15. The section as set forth in claim 14, wherein said face sheet has a thickness, and a diameter of holes in said face sheet is selected to be less than or equal to about 0.3 of the thickness.

16. The section as set forth in claim 15, wherein holes in the face sheet result in at least about 5% of a surface area of the material.

17. The section as set forth in claim 14, wherein holes in the sheet result in at least about 5% of a surface area of the material.

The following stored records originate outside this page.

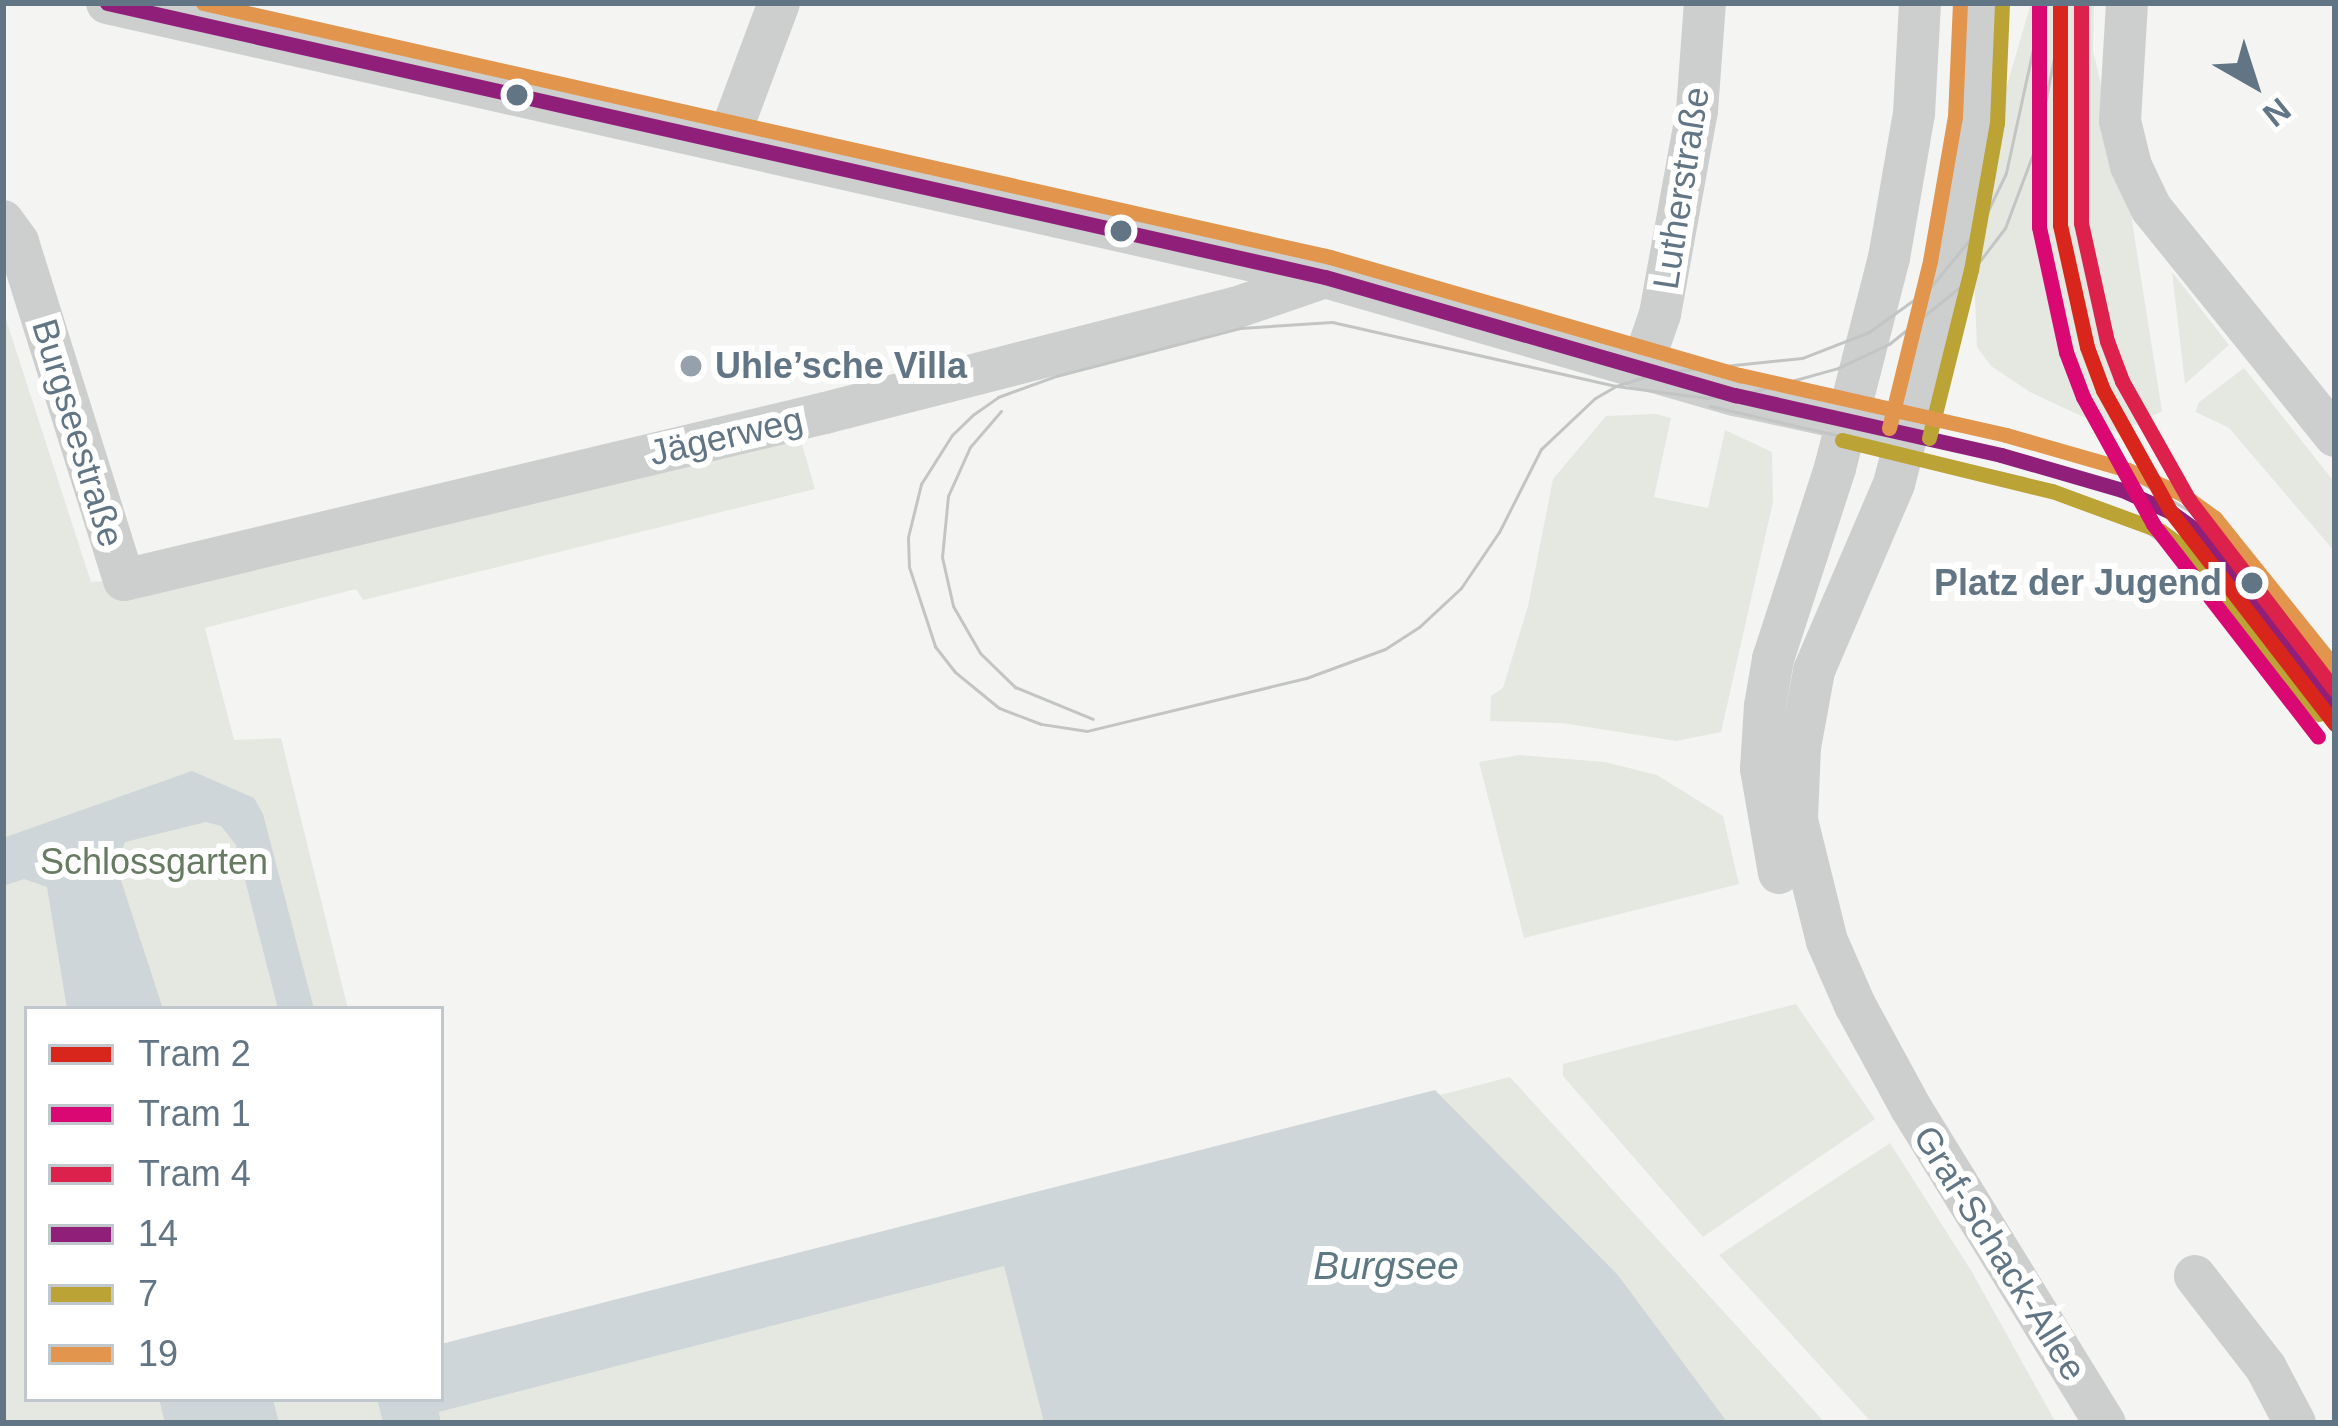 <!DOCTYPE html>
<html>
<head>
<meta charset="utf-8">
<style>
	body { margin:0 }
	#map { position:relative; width:2338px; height:1426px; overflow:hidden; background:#f4f5f2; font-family:Arial,sans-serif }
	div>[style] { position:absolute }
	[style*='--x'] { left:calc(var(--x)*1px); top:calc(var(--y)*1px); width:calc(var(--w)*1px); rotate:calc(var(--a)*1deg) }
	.green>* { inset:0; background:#e4e8e0 }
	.water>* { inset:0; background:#ced6d9 }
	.minor>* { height:42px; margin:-21px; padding:0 21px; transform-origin:21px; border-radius:21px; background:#cdcfcf }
	.tram>* { height:3px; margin:-1.5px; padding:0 1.5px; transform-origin:1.5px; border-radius:1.5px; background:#c3c5c5 }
	.bus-1>* { height:15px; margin:-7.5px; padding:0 7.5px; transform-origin:7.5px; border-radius:7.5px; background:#8f1f78 }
	.bus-2>* { height:15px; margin:-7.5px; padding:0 7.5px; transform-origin:7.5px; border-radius:7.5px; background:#bba335 }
	.bus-3>* { height:15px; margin:-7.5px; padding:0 7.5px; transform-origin:7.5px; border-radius:7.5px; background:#e2954d }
	.tram-1>* { height:15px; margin:-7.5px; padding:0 7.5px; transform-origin:7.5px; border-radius:7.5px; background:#d9261c }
	.tram-2>* { height:15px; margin:-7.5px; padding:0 7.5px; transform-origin:7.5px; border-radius:7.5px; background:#da0873 }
	.tram-3>* { height:15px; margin:-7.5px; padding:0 7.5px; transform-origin:7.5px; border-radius:7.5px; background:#db214c }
	.dots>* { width:33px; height:33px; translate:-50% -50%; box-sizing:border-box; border:6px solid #fff; border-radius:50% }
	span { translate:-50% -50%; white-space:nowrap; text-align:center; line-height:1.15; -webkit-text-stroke:12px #fff; paint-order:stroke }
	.street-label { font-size:36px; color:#627585 }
	.poi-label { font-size:36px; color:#627585; font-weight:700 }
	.left { translate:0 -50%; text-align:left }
	.stop-label { font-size:36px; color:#627585; font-weight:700 }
	.right { translate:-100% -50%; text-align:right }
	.park-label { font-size:36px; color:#667b61 }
	.water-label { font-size:39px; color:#5d7882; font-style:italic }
	.frame { position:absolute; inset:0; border:6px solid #627585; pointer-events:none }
	.legend { position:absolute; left:24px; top:1006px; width:420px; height:396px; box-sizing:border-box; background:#fff; border:3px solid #c0c8ce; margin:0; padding:15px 21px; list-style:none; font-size:36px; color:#627585 }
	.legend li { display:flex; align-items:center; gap:24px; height:60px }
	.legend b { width:60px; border:3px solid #c0c8ce }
	.north { position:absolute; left:2194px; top:24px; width:120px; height:120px; -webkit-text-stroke:9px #fff; paint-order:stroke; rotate:141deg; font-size:33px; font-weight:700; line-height:48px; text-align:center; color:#627585 }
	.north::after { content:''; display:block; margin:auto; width:42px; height:54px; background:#627585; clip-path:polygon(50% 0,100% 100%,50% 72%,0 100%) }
</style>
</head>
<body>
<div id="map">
	<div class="green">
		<div style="clip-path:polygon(2031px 3px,2094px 3px,2093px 51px,2130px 208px,2162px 411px,2118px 433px,2030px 392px,1991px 366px,1977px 347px,1974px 272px,1980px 227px,2005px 92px)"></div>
		<div style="clip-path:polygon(2172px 272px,2229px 345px,2185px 384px)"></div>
		<div style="clip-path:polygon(3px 310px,91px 582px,124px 580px,795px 420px,815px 489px,363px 600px,356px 589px,205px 628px,234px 740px,281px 738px,348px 1009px,27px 1009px,27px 1399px,377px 1399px,383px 1423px,3px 1423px)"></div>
		<div style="clip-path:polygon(2244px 368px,2335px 483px,2335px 552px,2229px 428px,2196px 412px,2198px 403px)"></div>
		<div style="clip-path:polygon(1656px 414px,1671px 418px,1654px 497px,1708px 508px,1725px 430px,1772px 452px,1773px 502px,1721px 732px,1676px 741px,1562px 723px,1490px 721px,1491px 696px,1503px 688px,1528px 606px,1553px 479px,1606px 416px)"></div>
		<div style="clip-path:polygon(1519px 755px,1605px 762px,1657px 775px,1723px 816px,1739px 884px,1524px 938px,1479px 762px)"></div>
		<div style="clip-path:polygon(1796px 1004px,1875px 1119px,1703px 1237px,1563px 1076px,1563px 1064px)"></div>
		<div style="clip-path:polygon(1510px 1077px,1825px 1423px,1728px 1423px,1618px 1275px,1440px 1095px)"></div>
		<div style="clip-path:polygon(1890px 1143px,1972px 1272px,2056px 1423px,1872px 1423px,1719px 1255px)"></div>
		<div style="clip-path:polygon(1004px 1266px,1044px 1423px,441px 1423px,439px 1412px)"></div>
	</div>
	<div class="water">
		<div style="clip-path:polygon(192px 771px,254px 798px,263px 814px,314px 1009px,278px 1009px,236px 845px,221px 826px,206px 822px,125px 842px,116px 865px,163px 1009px,67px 1009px,47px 887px,24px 879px,3px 886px,3px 838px)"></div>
		<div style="clip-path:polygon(1435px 1090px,1618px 1275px,1728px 1423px,1044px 1423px,1004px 1266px,439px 1412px,441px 1423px,383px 1423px,377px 1399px,441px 1399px,441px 1344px)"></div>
		<div style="clip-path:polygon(159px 1399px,273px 1399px,279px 1423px,165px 1423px)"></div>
	</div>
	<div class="minor">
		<div style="--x:107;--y:3;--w:1248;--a:12.68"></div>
		<div style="--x:1325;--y:277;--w:427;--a:16.1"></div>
		<div style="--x:1735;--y:395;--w:178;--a:12.3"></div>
		<div style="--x:1981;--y:3;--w:116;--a:92.5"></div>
		<div style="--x:1976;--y:119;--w:148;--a:99.7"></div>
		<div style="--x:1951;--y:265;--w:226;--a:104.6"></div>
		<div style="--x:1894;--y:484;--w:203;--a:113.2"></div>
		<div style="--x:1814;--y:671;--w:77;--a:100.4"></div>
		<div style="--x:1800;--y:747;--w:73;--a:92.4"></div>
		<div style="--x:1797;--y:820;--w:125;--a:76.1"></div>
		<div style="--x:1827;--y:941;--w:70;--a:66.4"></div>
		<div style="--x:1855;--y:1005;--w:117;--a:61.5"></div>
		<div style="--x:1911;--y:1108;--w:370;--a:58.4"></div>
		<div style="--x:2127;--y:3;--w:118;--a:93.4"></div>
		<div style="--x:2120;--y:121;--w:46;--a:76.3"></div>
		<div style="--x:2131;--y:166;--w:47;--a:64.5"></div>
		<div style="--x:2151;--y:208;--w:293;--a:51.1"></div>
		<div style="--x:727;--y:142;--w:148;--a:-69.5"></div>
		<div style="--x:3;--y:221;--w:26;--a:54"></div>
		<div style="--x:18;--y:242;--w:354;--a:72.6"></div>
		<div style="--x:124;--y:580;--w:721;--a:-13.4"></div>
		<div style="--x:825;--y:413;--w:423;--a:-14.4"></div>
		<div style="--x:1235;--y:308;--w:95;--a:-19"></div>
		<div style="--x:1641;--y:369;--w:58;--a:-70.9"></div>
		<div style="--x:1660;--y:314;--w:206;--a:-79.7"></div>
		<div style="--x:1697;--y:111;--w:108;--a:-85.8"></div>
		<div style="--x:1779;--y:873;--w:106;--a:-99.8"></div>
		<div style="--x:1761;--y:769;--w:63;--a:-86.4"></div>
		<div style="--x:1765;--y:706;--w:48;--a:-80.3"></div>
		<div style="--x:1773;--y:659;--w:201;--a:-72"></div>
		<div style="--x:1835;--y:468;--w:217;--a:-75.6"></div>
		<div style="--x:1889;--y:258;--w:146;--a:-80.2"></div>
		<div style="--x:1914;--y:114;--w:111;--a:-86.9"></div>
		<div style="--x:2195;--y:1276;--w:116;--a:52.3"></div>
		<div style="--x:2266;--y:1368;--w:62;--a:62.2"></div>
	</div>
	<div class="tram">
		<div style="--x:2043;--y:3;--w:174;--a:102.3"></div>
		<div style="--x:2006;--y:173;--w:60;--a:115.7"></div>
		<div style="--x:1980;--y:227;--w:80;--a:129.4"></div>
		<div style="--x:1929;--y:289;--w:74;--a:144.4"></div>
		<div style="--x:1869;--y:332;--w:72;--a:158.8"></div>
		<div style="--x:1802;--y:358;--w:146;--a:174.1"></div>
		<div style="--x:1657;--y:373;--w:43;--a:162.4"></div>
		<div style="--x:1616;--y:386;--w:24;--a:150"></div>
		<div style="--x:1595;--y:398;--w:74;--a:136.6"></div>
		<div style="--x:1541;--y:449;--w:93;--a:116.8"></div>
		<div style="--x:1499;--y:532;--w:68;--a:124.2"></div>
		<div style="--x:1461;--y:588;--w:57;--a:137.1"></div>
		<div style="--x:1419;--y:627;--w:40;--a:147.1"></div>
		<div style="--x:1385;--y:649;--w:84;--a:159.8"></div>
		<div style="--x:1306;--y:678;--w:225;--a:166.4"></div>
		<div style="--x:1087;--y:731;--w:47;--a:-171.3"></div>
		<div style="--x:1041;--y:724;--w:45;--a:-159.1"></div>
		<div style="--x:999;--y:708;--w:57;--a:-140.7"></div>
		<div style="--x:955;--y:672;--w:33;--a:-128"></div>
		<div style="--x:935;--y:646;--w:83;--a:-108.2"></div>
		<div style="--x:909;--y:567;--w:30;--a:-92"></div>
		<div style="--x:908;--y:537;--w:55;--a:-76.2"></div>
		<div style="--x:921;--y:484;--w:58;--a:-57.7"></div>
		<div style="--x:952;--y:435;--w:30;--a:-44"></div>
		<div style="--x:974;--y:414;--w:29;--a:-35"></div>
		<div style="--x:998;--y:397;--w:62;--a:-19.9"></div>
		<div style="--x:1056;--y:376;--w:190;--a:-14.6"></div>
		<div style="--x:1240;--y:328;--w:92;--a:-3.7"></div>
		<div style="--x:1332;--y:322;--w:291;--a:12.7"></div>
		<div style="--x:1616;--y:386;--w:92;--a:7.5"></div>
		<div style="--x:1707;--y:398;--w:41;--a:-7"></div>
		<div style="--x:1748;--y:393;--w:93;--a:-15.5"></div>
		<div style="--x:1838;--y:368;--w:56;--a:-25.2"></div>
		<div style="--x:1889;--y:344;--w:91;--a:-38.8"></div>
		<div style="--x:1960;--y:287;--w:74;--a:-52.7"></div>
		<div style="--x:2005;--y:228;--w:91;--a:-69.4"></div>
		<div style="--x:2037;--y:143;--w:143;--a:-78.7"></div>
		<div style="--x:1779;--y:387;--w:315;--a:13"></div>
		<div style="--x:2086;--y:458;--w:37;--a:20"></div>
		<div style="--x:2121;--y:471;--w:80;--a:30.1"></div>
		<div style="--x:2190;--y:511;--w:95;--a:46.3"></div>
		<div style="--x:1710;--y:406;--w:319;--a:12.9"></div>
		<div style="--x:2021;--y:477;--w:101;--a:19.2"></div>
		<div style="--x:2116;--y:510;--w:108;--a:35.2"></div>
		<div style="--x:2204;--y:572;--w:99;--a:45.8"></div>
		<div style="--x:1001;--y:411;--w:48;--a:130.7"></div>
		<div style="--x:970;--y:447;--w:54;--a:114.2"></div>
		<div style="--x:948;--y:496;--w:61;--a:95.6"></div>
		<div style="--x:942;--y:557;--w:50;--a:77.3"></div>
		<div style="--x:953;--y:606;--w:54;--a:60.1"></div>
		<div style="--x:980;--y:653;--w:49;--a:44.2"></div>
		<div style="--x:1015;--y:687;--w:84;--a:22.3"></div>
	</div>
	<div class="bus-1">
		<div style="--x:107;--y:3;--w:1248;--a:12.68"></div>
		<div style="--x:1325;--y:277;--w:427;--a:16.1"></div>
		<div style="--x:1735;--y:395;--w:273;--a:12.7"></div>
		<div style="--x:2001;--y:455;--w:126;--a:16.1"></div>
		<div style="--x:2122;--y:490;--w:54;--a:24.2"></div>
		<div style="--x:2171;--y:512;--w:37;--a:36"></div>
		<div style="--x:2201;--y:534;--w:214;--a:51.3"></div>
	</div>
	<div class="bus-2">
		<div style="--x:1929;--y:438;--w:173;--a:-76"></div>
		<div style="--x:1971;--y:270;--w:149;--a:-80"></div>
		<div style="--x:1997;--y:123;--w:119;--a:-87.6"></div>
		<div style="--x:1842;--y:440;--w:216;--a:13.7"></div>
		<div style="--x:2052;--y:491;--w:116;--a:20.2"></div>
		<div style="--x:2161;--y:531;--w:31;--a:36"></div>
		<div style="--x:2186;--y:549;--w:212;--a:51.1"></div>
	</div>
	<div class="bus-3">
		<div style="--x:203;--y:3;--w:1155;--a:12.7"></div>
		<div style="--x:1330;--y:257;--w:427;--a:16.1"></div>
		<div style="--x:1740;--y:375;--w:273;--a:12.7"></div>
		<div style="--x:2006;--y:435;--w:127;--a:16"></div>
		<div style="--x:2128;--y:470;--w:59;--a:24"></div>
		<div style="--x:2182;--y:494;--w:41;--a:36"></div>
		<div style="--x:2215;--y:518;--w:191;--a:51.2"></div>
		<div style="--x:1889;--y:428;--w:172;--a:-76.2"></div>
		<div style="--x:1930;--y:261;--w:146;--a:-80.2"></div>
		<div style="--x:1955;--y:117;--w:114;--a:-87.5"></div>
	</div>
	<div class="tram-1">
		<div style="--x:2060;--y:3;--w:222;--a:90"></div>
		<div style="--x:2060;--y:225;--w:125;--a:77.5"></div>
		<div style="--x:2087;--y:347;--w:46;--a:69.6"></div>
		<div style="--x:2103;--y:390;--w:140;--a:60.9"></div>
		<div style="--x:2171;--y:512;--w:268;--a:52.3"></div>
	</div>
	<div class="tram-2">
		<div style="--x:2039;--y:3;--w:224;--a:90"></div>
		<div style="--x:2039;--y:227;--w:128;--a:77.8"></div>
		<div style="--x:2066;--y:352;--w:48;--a:69.3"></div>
		<div style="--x:2083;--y:397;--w:145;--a:61.1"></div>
		<div style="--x:2153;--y:524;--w:269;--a:52.2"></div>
	</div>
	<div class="tram-3">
		<div style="--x:2081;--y:3;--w:220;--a:90"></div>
		<div style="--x:2081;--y:223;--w:121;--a:77.6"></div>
		<div style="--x:2107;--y:341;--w:43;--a:69.4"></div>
		<div style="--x:2122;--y:381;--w:137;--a:60.6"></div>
		<div style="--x:2189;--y:500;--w:240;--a:52.5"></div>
	</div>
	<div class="dots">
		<div style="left:517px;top:95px;background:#627585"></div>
		<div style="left:1121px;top:231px;background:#627585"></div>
		<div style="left:691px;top:366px;background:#95a2ab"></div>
		<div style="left:2252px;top:583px;background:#627585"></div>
	</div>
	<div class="street-label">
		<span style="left:1681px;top:188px;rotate:-81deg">Lutherstraße</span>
		<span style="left:78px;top:433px;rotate:73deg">Burgseestraße</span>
		<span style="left:726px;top:436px;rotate:-13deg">Jägerweg</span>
		<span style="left:2000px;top:1253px;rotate:58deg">Graf-Schack-Allee</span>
	</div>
	<div class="poi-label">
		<span class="left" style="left:715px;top:366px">Uhle’sche Villa</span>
	</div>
	<div class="stop-label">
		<span class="right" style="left:2222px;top:583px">Platz der Jugend</span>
	</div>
	<div class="park-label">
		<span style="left:154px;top:862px">Schlossgarten</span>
	</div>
	<div class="water-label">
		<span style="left:1386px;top:1266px">Burgsee</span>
	</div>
	<div class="frame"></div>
	<ul class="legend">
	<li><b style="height:15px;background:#d9261c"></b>Tram 2</li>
	<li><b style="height:15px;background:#da0873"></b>Tram 1</li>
	<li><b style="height:15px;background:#db214c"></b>Tram 4</li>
	<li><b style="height:15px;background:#8f1f78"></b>14</li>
	<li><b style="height:15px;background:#bba335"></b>7</li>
	<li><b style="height:15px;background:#e2954d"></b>19</li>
	</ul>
	<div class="north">N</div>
</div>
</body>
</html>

18. A gas turbine engine comprising:

a fan having a rotor with fan blades;

a compression section including a first compressor section and a second compressor section;

a combustion section;

a turbine section including a first turbine section associated with said first compressor section, and a second turbine section associated with said second compressor section, and said first turbine section rotating at a higher speed than said second turbine section, and said second turbine section driving said fan rotor and said second compressor section, with a gear reduction positioned to reduce a speed of said fan rotor relative to a speed of said second compressor section;

a plurality of exit guide vanes positioned downstream of said fan rotor; and

a ratio of the number of exit guide vanes to the number of fan blades being below a critical value such that there is the potential for noise to be “cut-on” and said exit guide vanes being provided with an acoustic feature to address resultant sound from interaction of wakes from said fan blades across said exit guide vanes.

19. The gas turbine engine as set forth in claim 18, wherein said acoustic feature is said exit guide vanes have at least one of lean and sweep.

20. The gas turbine engine as set forth in claim 18, wherein said acoustic feature is the provision of an acoustic micro-perforated face sheet.